Skip to contents

Leer en español

vota is an R package for simulating Spanish electoral outcomes. It projects national survey data to provincial seat assignments using transfer matrices, Monte Carlo methods, and bootstrapping. It implements the VOTA (Vote Outcome Transfer-based Algorithm), specifically designed for the Spanish electoral system with the D’Hondt method.

Installation

You can install the development version from GitHub:

# install.packages("devtools")
devtools::install_github("hmeleiro/vota")

Overview

The package implements a complete electoral simulation pipeline:

  1. Data loading & validation – Read multi-sheet Excel input and validate consistency across sheets
  2. Transfer matrix simulation – Generate uncertainty via MCMC (multinomial resampling) or bootstrap
  3. VOTA algorithm – Apply five sequential corrections (abstention, new voters, undecided redistribution, small parties, manual adjustments)
  4. Provincial projection – Project national estimates to provinces using historical voting patterns and Dirichlet simulation
  5. D’Hondt seat allocation – Vectorized seat assignment across all provinces and simulations
  6. Aggregation & reporting – Confidence intervals, probability of winning, and visualizations

Quick Start

Set up a project

library(vota)

# Create a new electoral project with template files
setup_electoral_project("my_simulation")
# Creates: input/input.xlsx, output/, scripts/main.R

Run a simulation

# Run the full pipeline
results <- run_vota(
  input_path = "input/input.xlsx",
  output_file = "output/results.rds",
  uncertainty_method = "mcmc",
  nsims = 100,
  seed = 42
)

# Inspect results
print(results)
summary(results)

Visualize results

# National vote share estimates with confidence intervals
plot(results, "nacional")

# Seat distribution across simulations
plot(results, "seats_dist")

# Seats per province for a specific party
plot(results, "provincia", partido = "PP")
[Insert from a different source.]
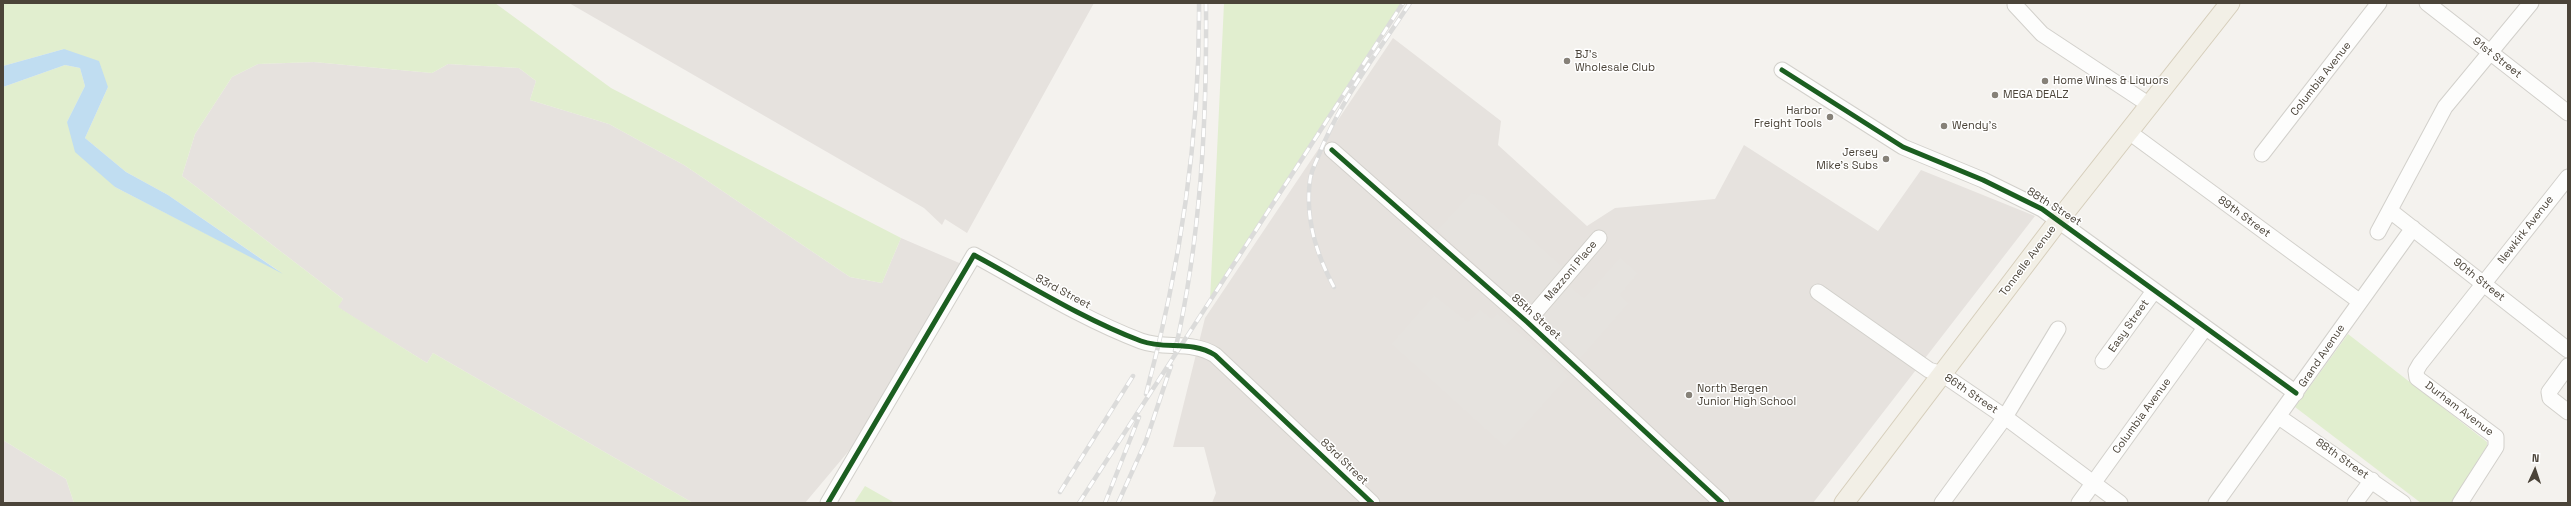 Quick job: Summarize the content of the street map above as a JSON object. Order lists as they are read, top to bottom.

# D'Hondt margin analysis (seat fragility)
plot(results, "dhondt_margin")

Included Datasets

The package ships with example data from the Spanish general elections of July 23, 2023 (23J):

Dataset Description
mt Example transfer matrix (recuerdo x intención de voto)
votos_23J Official vote totals from the 23J election
patrones_23J Historical voting patterns by province (23J)
n_seats Number of seats per Spanish province (52 districts)
retoques Example manual adjustments
small_parties Example small party estimates
# Explore the included data
data(mt)
data(votos_23J)
data(patrones_23J)
data(n_seats)

Key Functions

Function Purpose
run_vota() Run full simulation pipeline
vota() Core VOTA algorithm with 5 corrections
fast_dhondt() Vectorized D’Hondt seat allocation
simulate_mt() Monte Carlo transfer matrix simulations
simulate_prov_votes() Provincial vote simulations (Dirichlet/logit-normal)
draw_mt() Orchestrate transfer matrix generation
project_to_districts() Project national estimates to provinces
setup_electoral_project() Scaffold a new simulation project
create_input_template() Generate Excel input template
plot.electo_fit() Visualize simulation results
summary.electo_fit() Summary statistics and win probabilities

Input Data Format

The simulation expects an Excel file (.xlsx) with these sheets:

Sheet Required Columns Description
partidos recuerdo, idv Party code mapping (past recall → current intention)
mt_simplificada idv + party columns Transfer matrix with row N for sample sizes
patrones codigo_provincia, party columns Provincial voting patterns (proportions)
anteriores_elecciones recuerdo, votos_ant Previous election results
n_diputados codigo_provincia, n_diputados Seats per province
retoques (optional) idv, votos_adicionales Manual vote adjustments
small_parties (optional) idv, votos Small party vote estimates

Use create_input_template() to generate a correctly formatted template with example data.

Parameters

Key parameters for run_vota():

Parameter Default Description
uncertainty_method "mcmc" "mcmc" or "bootstrap"
strategy "top_down" "top_down" or "bottom_up"
nsims 100 Number of Monte Carlo simulations
factor_correccion_abstencion 3 Abstention correction factor
factor_correccion_jovenes 2.5 New voters correction factor
factor_correccion_otbl 3 Other/blank votes correction factor
tiempo_entre_elecciones 0.1 Years between elections (for demographic adjustment)
tau 300 Dirichlet concentration for provincial projection
umbral 0.03 Minimum vote threshold for seat assignment (3%)
tipo_umbral "provincial" Threshold type: "provincial", "autonomico", or "mixto"
interval_level 0.9 Confidence level for uncertainty intervals
seed NULL Seed for reproducibility

License

MIT